Tomás, Sebastian

Thanks for sharing the proposals.
I would like to share some insights from working with intelmq with roughly 70 feeds. I have frequently run into these problems and tried to solve these on my own.
I have submitted the PR #953 [1] based on my naive attempts. This script converts collectors to systemd services, it is not production ready however it is still helpful.
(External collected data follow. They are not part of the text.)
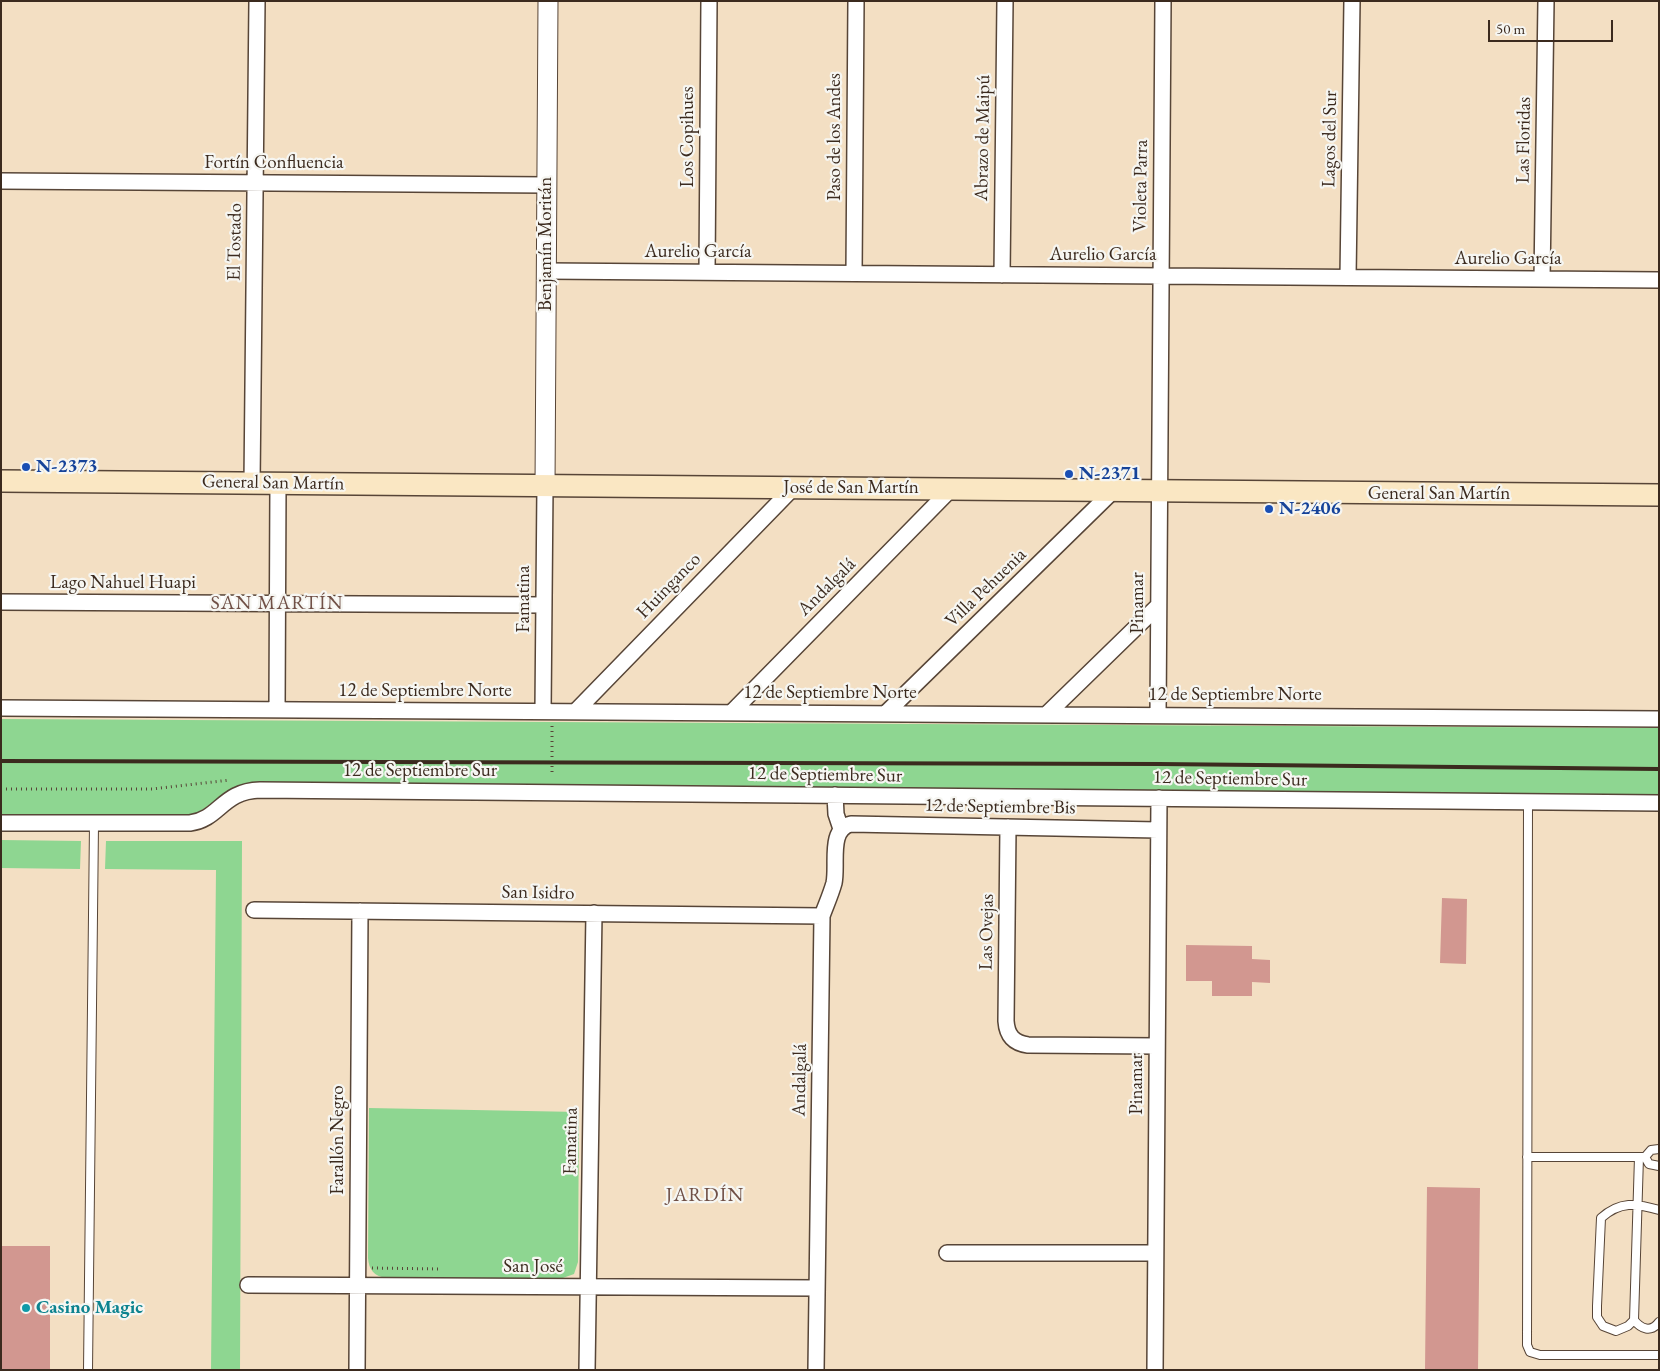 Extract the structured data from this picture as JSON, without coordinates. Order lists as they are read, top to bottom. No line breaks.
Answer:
{"streets":{"main road":["General San Martín","José de San Martín"],"street":["Los Copihues","Paso de los Andes","Abrazo de Maipú","Lagos del Sur","Las Floridas","Fortín Confluencia","Violeta Parra","El Tostado","Benjamín Moritán","Aurelio García","Lago Nahuel Huapi","Huinganco","Andalgalá","Villa Pehuenia","Famatina","Pinamar","12 de Septiembre Norte","12 de Septiembre Sur","12 de Septiembre Bis","San Isidro","Las Ovejas","Farallón Negro","San José"]},"crossings":[["Los Copihues","Aurelio García"],["Paso de los Andes","Aurelio García"],["Abrazo de Maipú","Aurelio García"],["Lagos del Sur","Aurelio García"],["Las Floridas","Aurelio García"],["Fortín Confluencia","El Tostado"],["Fortín Confluencia","Benjamín Moritán"],["Violeta Parra","Aurelio García"],["Violeta Parra","General San Martín"],["Violeta Parra","José de San Martín"],["Violeta Parra","Pinamar"],["El Tostado","General San Martín"],["Benjamín Moritán","Aurelio García"],["Benjamín Moritán","General San Martín"],["Benjamín Moritán","José de San Martín"],["Benjamín Moritán","Famatina"],["General San Martín","José de San Martín"],["General San Martín","Famatina"],["General San Martín","Pinamar"],["José de San Martín","Huinganco"],["José de San Martín","Andalgalá"],["José de San Martín","Villa Pehuenia"],["José de San Martín","Famatina"],["José de San Martín","Pinamar"],["Lago Nahuel Huapi","Famatina"],["Huinganco","12 de Septiembre Norte"],["Andalgalá","12 de Septiembre Norte"],["Andalgalá","12 de Septiembre Bis"],["Andalgalá","San Isidro"],["Andalgalá","San José"],["Villa Pehuenia","12 de Septiembre Norte"],["Famatina","12 de Septiembre Norte"],["Famatina","San Isidro"],["Famatina","San José"],["Pinamar","12 de Septiembre Norte"],["Pinamar","12 de Septiembre Sur"],["Pinamar","12 de Septiembre Bis"],["Pinamar","Las Ovejas"],["12 de Septiembre Bis","Las Ovejas"],["San Isidro","Farallón Negro"],["Farallón Negro","San José"]],"districts":["SAN MARTÍN","JARDÍN"],"places":["N-2373","N-2371","N-2406","Casino Magic"],"scale_bar":"50 m"} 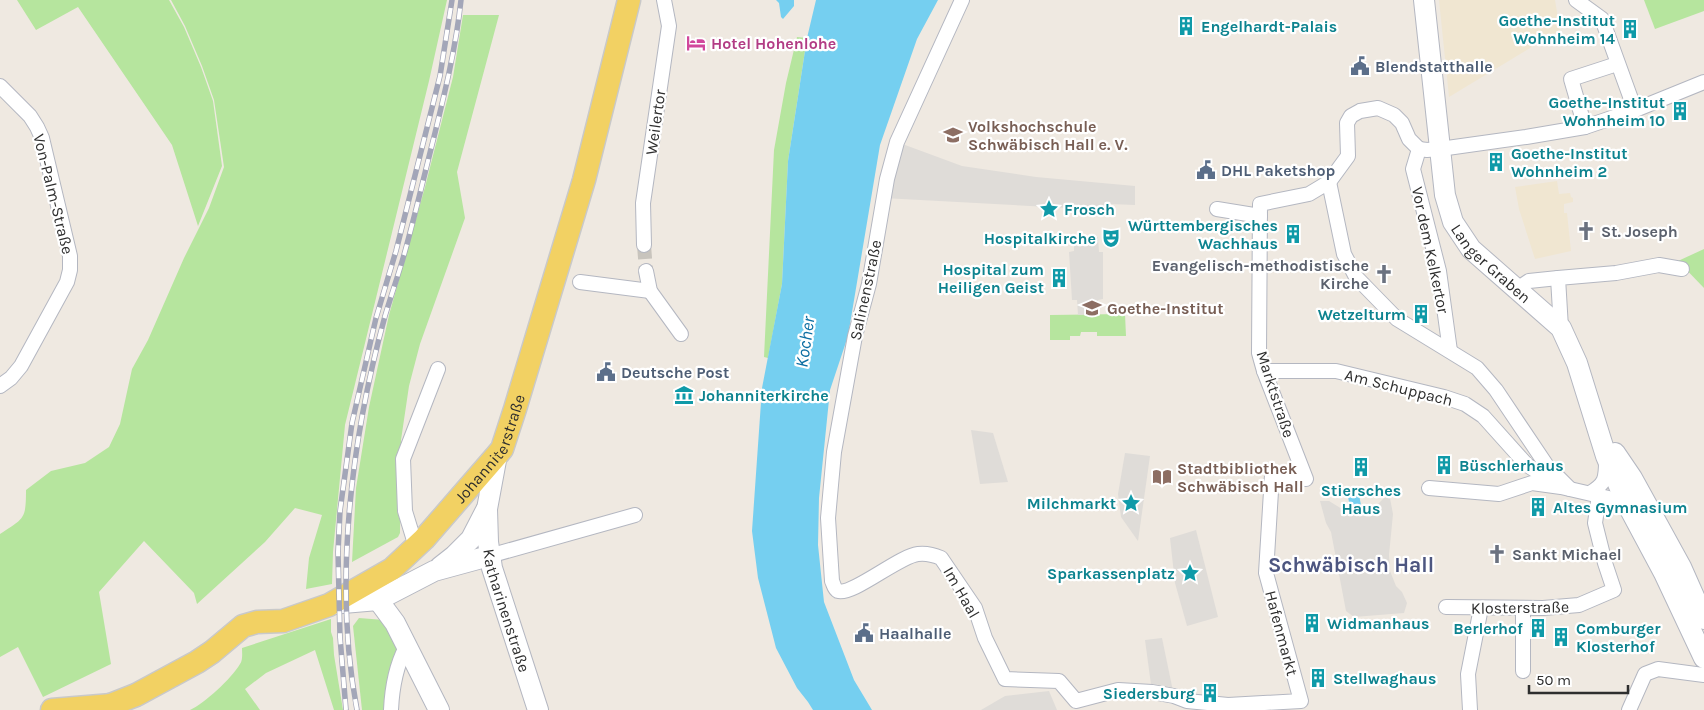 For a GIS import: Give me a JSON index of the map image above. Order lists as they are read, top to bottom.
{
  "streets": {
    "main road": ["Langer Graben", "Johanniterstraße", "Katharinenstraße"],
    "street": [
      "Weilertor",
      "Von-Palm-Straße",
      "Vor dem Kelkertor",
      "Salinenstraße",
      "Am Schuppach",
      "Marktstraße",
      "Im Haal",
      "Klosterstraße",
      "Hafenmarkt"
    ]
  },
  "crossings": [
    ["Salinenstraße", "Im Haal"],
    ["Am Schuppach", "Marktstraße"],
    ["Marktstraße", "Hafenmarkt"],
    ["Johanniterstraße", "Katharinenstraße"],
    ["Im Haal", "Hafenmarkt"]
  ],
  "districts": ["Schwäbisch Hall"],
  "water": ["Kocher"],
  "places": {
    "building": [
      "Engelhardt-Palais",
      "Goethe-Institut Wohnheim 14",
      "Goethe-Institut Wohnheim 10",
      "Goethe-Institut Wohnheim 2",
      "Württembergisches Wachhaus",
      "Hospital zum Heiligen Geist",
      "Wetzelturm",
      "Büschlerhaus",
      "Stiersches Haus",
      "Altes Gymnasium",
      "Widmanhaus",
      "Berlerhof",
      "Comburger Klosterhof",
      "Stellwaghaus",
      "Siedersburg"
    ],
    "hotel": ["Hotel Hohenlohe"],
    "public building": [
      "Blendstatthalle",
      "DHL Paketshop",
      "Deutsche Post",
      "Haalhalle"
    ],
    "school or university": ["Volkshochschule Schwäbisch Hall e. V.", "Goethe-Institut"],
    "place": ["Frosch", "Milchmarkt", "Sparkassenplatz"],
    "church": ["St. Joseph", "Evangelisch-methodistische Kirche", "Sankt Michael"],
    "theatre": ["Hospitalkirche"],
    "museum": ["Johanniterkirche"],
    "library": ["Stadtbibliothek Schwäbisch Hall"]
  },
  "scale_bar": "50 m"
}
There are some concerns if systemd is a right solution. I believe it is. There are some aspects of systemd which are appealing and helpful. Running the bots as intelmq user is a breeze, with User and Group directives.
However one of the biggest gains is with RandomizedDelaySec directive. Let me explain why and how it helps. My VM has about 3.5G RAM and I am running about 70 collectors + parsers and couple of experts. Every collector has its own interval which is generally one of 1 hr, 4 hrs, 6 hrs , 12 hrs or 24 hours. Now when an hour approaches all the collectors will start at once, and since collectors keep collected data as single message, in memory, the machine runs will be OOM, as some feeds have large datasets. With RandomizedDelaySec systemd will spread the execution over a period thus preventing this sudden rush for memory. This was very helpful.

I understand that I am about to expand the discussion here, however I feel it is connected issue. There should be a way to prevent running multiple instances of bot with same id. As I see it, collectors and parsers though different are tightly coupled. There is no point in keeping the parser running in memory while the collector is not running and parser queue is empty. If you will go though my commits on the PR, you will realize, that I tried to do this by finding directly connected bots which have single input and single output in the chain. The idea is, for each collector, find all the bots which are directly connected ie single input and single output starting from collector. All these bots can be treated as single unit, because they run after the collector, not necessarily after one another. Now run collector from systemd timer and service. After the collector is finished start all these bots. However I discovered that multiple instances of bot could run, creating problems.

Another thing, which might be worth discussion is, collectors should have a flag, to save the collected input to a file, and parser could then potentially pick from queue or file. This will help in cases where the input size is relative large, eg blueliv or alienvault (subscribed to lot of pulses, reminds me I need to submit a PR for this enhancement). May be some enhancements to fileinput/fileoutput bot can do that, I haven't really explored it, however an integrated approach would be much better, imo.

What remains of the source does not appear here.